The only words you'll hear more than "It's your fault" today at Weinstein Company HQ: "It could have been worse," the unofficial new TWC battle cry after Zack and Miri Make a Porno opened over the weekend to a disappointing $10.7 million. Indeed, it probably will be worse — Universal and Lionsgate accused the Weinsteins of inflating their gross by as much as a million dollars, and just for fun, another potential lawsuit threatens the brothers' follow-up this week. So who is to blame, anyway, and what's next?As director Kevin Smith told the LA Times today, "If [Zack and Miri] dies at the box office, I don't think we'll see another porn-related comedy for a long time." We have a better idea: Make all the porn comedies you want, just don't release them on Halloween behind a campaign featuring sanitized TV spots and stick figures of Seth Rogen and Elizabeth Banks. While the latter star still remains a relatively unknown box-office quanity, Rogen has done nothing but open one R-rated comedy after another since last year. Zack and Miri, not so much: It's Rogen's worst opening by far, collecting less than a third of Knocked Up's $30.7 million draw in May '07 and contorting his agent into insisting Rogen doesn't need fellow UTA-er Judd Apatow behind him — as with Knocked Up, Superbad and Pineapple Express — to deliver a hit. Smith, meanwhile, probably won't even beat his opening for Clerks 2, triggering critics to ask how much demand — if any — remains for his digressive brand of raunch. But don't take our word for it: He anticipated it himself, pushing the script for his terrorism drama Red State during the press rounds for Zack and Miri. The Weinsteins didn't want it then and definitely won't take it now; their parting ways with the filmmaker (for now) has less to do with taste than insolvency, particularly with the backlog of films piling up next to the mop in their utility closet. It was fun while it lasted. Except the Jersey Girl part, of course, but they're over it.

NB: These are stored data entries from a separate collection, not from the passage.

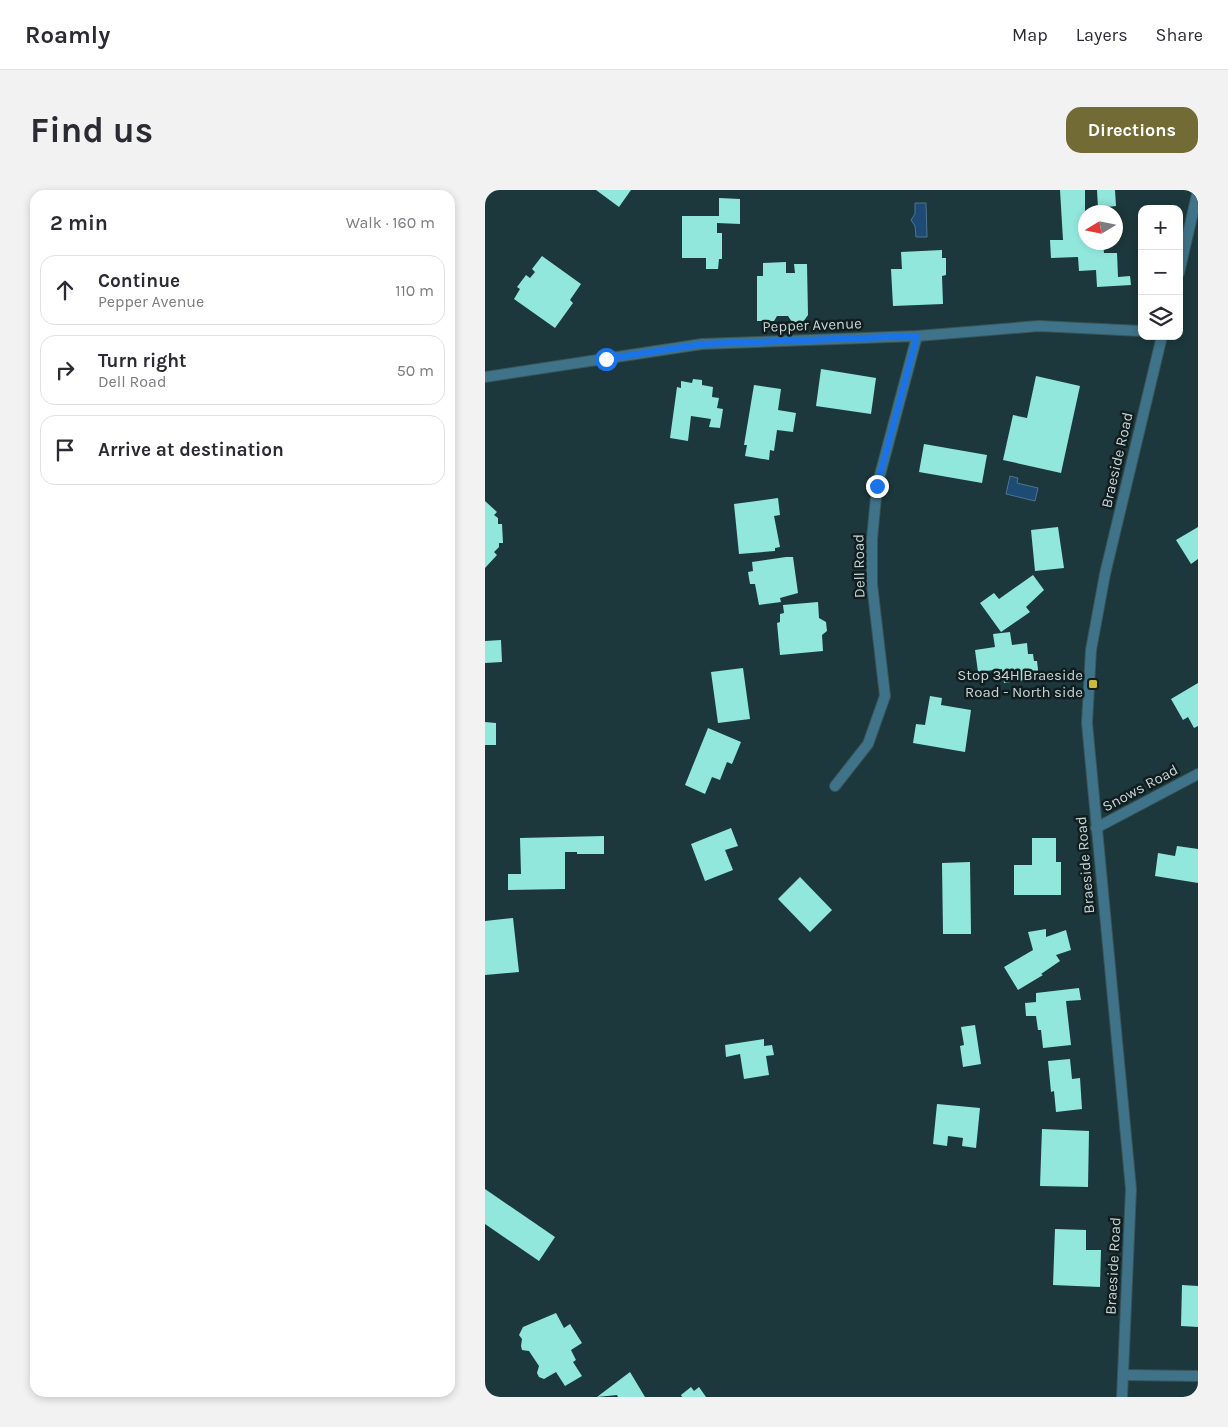 <!DOCTYPE html>
<html lang="en">
<head>
<meta charset="utf-8">
<style>
  body { margin:0; font-family:Karla,sans-serif; background:#f2f2f3; color:#2b2b33 }
  .controls { position:absolute; right:15px; top:15px; display:grid; overflow:hidden; border-radius:10px; box-shadow:0 2px 8px #0003 }
  .controls button { width:45px; height:45px; display:grid; place-items:center; padding:0; border:0; border-bottom:1px solid #e1e1e2; background:#fff; color:#2b2b33; font:25px sans-serif }
  .compass { position:absolute; left:593px; top:15px; width:45px; height:45px; border-radius:50%; background:#fff; box-shadow:0 2px 8px #0003; rotate:260deg }
  .stop { position:absolute; width:15px; height:15px; margin:-11px; border:4px solid #1a73e8; border-radius:50%; background:#fff }
  .stop.end { background:#1a73e8; border-color:#fff; box-shadow:0 1px 5px #0008 }
  .list { margin:0; padding:0; list-style:none }
  h2 { display:flex; justify-content:space-between; align-items:center; height:65px; margin:0; padding:0 20px; font-size:21px }
  h2 small { font-size:16px; font-weight:400; color:#7c7c81 }
  .list li { display:grid; grid-template-columns:32px 1fr auto; gap:15px; align-items:center; box-sizing:border-box; height:70px; margin:0 10px 10px; padding:0 10px; border:1px solid #e1e1e2; border-radius:15px }
  .list b { display:block; font-size:19px; white-space:nowrap }
  .list p { margin:0; font-size:16px; white-space:nowrap; color:#7c7c81 }
  .list em { font-size:16px; font-style:normal; color:#7c7c81 }
  .icon { flex:none; width:28px; height:28px; fill:none; stroke:currentColor; stroke-width:2; stroke-linecap:round; stroke-linejoin:round }
  .map { position:relative; flex:none; width:713px; height:1207px; overflow:hidden; border-radius:15px }
  header { display:flex; align-items:center; gap:30px; box-sizing:border-box; height:70px; padding:0 25px; background:#fff; border-bottom:1px solid #e1e1e2 }
  header strong { font-size:24px }
  nav { display:flex; gap:28px; margin-inline-start:auto; font-size:18px }
  .intro { display:flex; align-items:center; justify-content:space-between; box-sizing:border-box; height:120px; padding:0 30px }
  h1 { margin:0; font-size:35px }
  .button { padding:12px 22px; border-radius:15px; background:#736b36; color:#fff; font-size:18px; font-weight:700 }
  main { display:flex; gap:30px; padding:0 30px }
  aside { flex:1; background:#fff; border-radius:15px; box-shadow:0 2px 8px #0003 }
  .map>svg:first-child { display:block }
  .water { fill:#1d4b74; stroke:#4f7492 }
  .building { fill:#91e7dc }
  .lines { fill:none; stroke-linecap:round; stroke-linejoin:round }
  .street-casing { stroke:#3a5458; stroke-width:12 }
  .street { stroke:#3f7389; stroke-width:10 }
  .route { stroke:#1a73e8; stroke-width:6 }
  .poi-dot { fill:#caba3a; stroke:#111d1f; stroke-width:2 }
  .labels { text-anchor:middle; dominant-baseline:central; stroke-width:5; stroke-linejoin:round; paint-order:stroke }
  .street-label { font-size:15px; fill:#c5d5d7; stroke:#111d1f }
  .poi-label { font-size:15px; fill:#c5d5d7; stroke:#111d1f; text-anchor:end }
</style>
</head>
<body>
<header>
<strong>Roamly</strong>
<nav><a>Map</a><a>Layers</a><a>Share</a></nav>
</header>
<div class="intro"><h1>Find us</h1><a class="button">Directions</a></div>
<main>
<aside>
<h2>2 min<small>Walk · 160 m</small></h2>
<ul class="list">
<li><svg class="icon" aria-label="ahead" viewBox="0 0 24 24"><path d="M12 20V5M6 11l6-6 6 6"/></svg><div><b>Continue</b><p>Pepper Avenue</p></div><em>110 m</em></li>
<li><svg class="icon" aria-label="right" viewBox="0 0 24 24"><path d="M7 20v-9h11M14 6l5 5-5 5"/></svg><div><b>Turn right</b><p>Dell Road</p></div><em>50 m</em></li>
<li><svg class="icon" aria-label="arrive" viewBox="0 0 24 24"><path d="M6 21V4h12l-3 4 3 4H6"/></svg><div><b>Arrive at destination</b></div></li>
</ul>
</aside>
<div class="map">
<svg width="713" height="1207" viewBox="0 0 713 1207">
  <rect width="100%" height="100%" fill="#1c383c"/>
  <g class="water">
    <polygon points="430,13 441,13 442,47 431,47 430,36 426,30 430,24"/>
    <polygon points="525,286 533,288 532,293 553,298 550,311 521,304"/>
  </g>
  <g class="building">
    <polygon points="111,0 146,0 134,17"/>
    <polygon points="575,0 600,0 600,52 618,52 619,63 632,63 633,87 645,86 646,95 612,97 611,80 594,81 593,67 566,68 565,50 578,50"/>
    <polygon points="612,0 630,0 631,16 613,18"/>
    <polygon points="234,8 255,9 255,34 232,33 232,43 237,43 237,69 234,69 233,79 221,79 221,68 197,68 197,26 234,26"/>
    <polygon points="457,60 457,68 461,68 461,85 457,86 458,114 408,116 406,79 417,79 416,62"/>
    <polygon points="57,66 96,94 85,110 88,113 70,138 29,109 35,99 32,97 41,85 45,88 50,82 47,79"/>
    <polygon points="301,72 301,83 310,83 309,74 322,74 323,125 318,132 307,132 303,126 292,126 289,131 272,131 272,86 278,86 278,73"/>
    <polygon points="336,179 391,188 386,224 331,216"/>
    <polygon points="551,186 595,196 576,283 518,270 528,225 542,228"/>
    <polygon points="208,189 217,190 217,195 228,197 227,207 234,208 232,218 238,219 235,238 224,237 226,229 206,226 203,251 185,248 192,197 196,198 196,191 207,193"/>
    <polygon points="269,195 296,199 293,220 311,223 308,242 292,240 289,261 285,260 284,270 260,266 262,255 259,255"/>
    <polygon points="439,254 502,265 497,293 434,282"/>
    <polygon points="293,308 295,325 289,326 295,357 290,358 290,361 254,364 249,314"/>
    <polygon points="0,311 12,322 9,325 13,328 13,334 17,334 18,353 14,353 14,357 9,362 12,365 0,378"/>
    <polygon points="573,337 579,378 550,381 546,340"/>
    <polygon points="713,337 713,369 706,374 691,350"/>
    <polygon points="301,367 308,367 313,403 295,408 296,412 274,415 270,394 265,394 263,382 268,381 267,372"/>
    <polygon points="548,385 559,400 541,417 545,422 516,442 495,413 509,403 514,409"/>
    <polygon points="333,412 334,428 341,432 342,441 337,445 338,461 295,465 292,433 295,432 295,424 299,423 298,415"/>
    <polygon points="525,442 527,455 542,453 543,464 548,464 549,471 552,471 554,488 519,493 517,479 493,482 490,460 510,457 508,444"/>
    <polygon points="16,450 17,472 0,473 0,451"/>
    <polygon points="258,478 265,529 233,533 226,482"/>
    <polygon points="713,493 713,536 709,538 703,527 698,530 686,509"/>
    <polygon points="445,506 457,508 456,515 486,520 480,562 428,553 431,534 440,535"/>
    <polygon points="0,532 11,533 11,555 0,555"/>
    <polygon points="223,538 256,552 247,574 242,572 235,590 227,587 220,604 200,595"/>
    <polygon points="246,638 253,656 240,660 248,680 220,691 206,654"/>
    <polygon points="119,646 119,664 92,664 92,662 80,662 80,699 23,700 23,684 36,684 35,648"/>
    <polygon points="547,648 571,648 571,672 576,672 576,705 529,705 529,675 547,675"/>
    <polygon points="692,656 713,659 713,693 670,686 673,663 690,666"/>
    <polygon points="485,672 486,744 458,744 457,673"/>
    <polygon points="315,687 347,720 325,742 293,709"/>
    <polygon points="28,728 34,782 0,785 0,731"/>
    <polygon points="561,739 561,747 581,740 586,760 571,765 575,771 556,784 558,785 533,800 519,777 548,760 543,742"/>
    <polygon points="594,798 596,810 581,811 586,855 558,858 556,840 553,840 551,826 541,826 540,813 551,812 551,803"/>
    <polygon points="490,835 496,874 478,877 475,856 479,855 476,837"/>
    <polygon points="279,849 279,856 287,855 289,865 281,866 284,885 259,889 255,864 241,867 240,855"/>
    <polygon points="585,869 587,889 595,888 597,919 571,922 569,901 566,902 563,871"/>
    <polygon points="452,914 495,918 491,958 477,956 478,948 463,946 462,956 448,954"/>
    <polygon points="557,939 604,941 603,997 555,996"/>
    <polygon points="0,999 70,1047 54,1071 0,1034"/>
    <polygon points="570,1039 601,1040 601,1060 616,1060 615,1097 568,1095"/>
    <polygon points="697,1095 713,1096 713,1137 696,1136"/>
    <polygon points="71,1123 79,1138 85,1134 97,1153 86,1160 91,1170 88,1172 97,1186 80,1196 71,1182 59,1189 54,1187 52,1183 54,1176 44,1161 37,1160 36,1156 37,1149 34,1145 38,1137"/>
    <polygon points="145,1182 160,1207 133,1207 132,1205 112,1207"/>
    <polygon points="206,1197 209,1201 214,1197 221,1207 197,1207 196,1205"/>
  </g>
  <g class="lines">
    <g class="street-casing">
      <g id="street">
        <polyline points="694,83 713,0"/>
        <polyline points="0,187 217,154 432,146 554,136 657,141"/>
        <polyline points="350,596 383,554 400,506 387,394 387,349 392,296 432,146"/>
        <polyline points="611,638 713,584"/>
        <polyline points="638,1185 713,1186"/>
        <polyline points="637,1207 646,999 602,533 606,460 620,384 677,146"/>
      </g>
    </g>
    <use href="#street" class="street"/>
  </g>
  <g class="lines">
    <polyline class="route" points="121,169 217,154 432,146 392,296"/>
  </g>
  <rect class="poi-dot" x="603" y="489" width="10" height="10" rx="2.5"/>
  <g class="labels">
    <g class="street-label">
      <text transform="translate(327 135) rotate(-2)">Pepper Avenue</text>
      <text transform="translate(632 270) rotate(-77)">Braeside Road</text>
      <text transform="translate(374 376) rotate(-91)">Dell Road</text>
      <text transform="translate(655 598) rotate(-28)">Snows Road</text>
      <text transform="translate(600 675) rotate(-95)">Braeside Road</text>
      <text transform="translate(628 1076) rotate(-87)">Braeside Road</text>
    </g>
    <g class="poi-label">
      <text x="598" y="485">Stop 34H Braeside<tspan x="598" dy="17">Road - North side</tspan></text>
    </g>
  </g>
</svg>
<div class="controls">
<button>+</button>
<button>−</button>
<button><svg class="icon" aria-label="layers" viewBox="0 0 24 24"><path d="M12 4l9 5-9 5-9-5zM3 14l9 5 9-5"/></svg></button>
</div>
<svg class="compass" viewBox="-18 -18 36 36"><path d="M0-13l5 13h-10z" fill="#e53935"/><path d="M0 13l5-13h-10z" fill="#7c7c81"/></svg>
<div class="stop" style="left:121px;top:169px"></div>
<div class="stop end" style="left:392px;top:296px"></div>
</div>
</main>
</body>
</html>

Which leaves the Weinsteins themselves, having failed once more in their attempts to stir up ratings and title controversies, looking to Zack and Miri's Flopz™ eternity for a little nickel-and-dime magic for years to come. There's always this week's Soul Men, though, right? Not so fast, says R&B legend Sam Moore, who told The Independent this weekend that he may seek a share of the gate for the Sam Jackson/Bernie Mac comedy he thinks ripped off his life story. And it didn't even do it well:
The film infringes trademark rights over the duo's most famous song, "Soul Man", Moore alleges. It also wrongly portrays them as constantly swearing, making liberal use of the "N-word" and indulging in casual sex with groupies, he complains. "The film is sexist, racist, and embarrassing, and that's not what Sam & Dave were about," said Moore, who is seeking "significant" compensation, together with a disclaimer distancing him from the narrative. [...] "The Weinstein Company says the film's fiction. In that case, I'd like them to tell me what part's supposed to be fiction," said Moore. "I'd like them to tell me which two black soul musicians, signed to Stax Records, who worked with Isaac Hayes, it's meant to portray."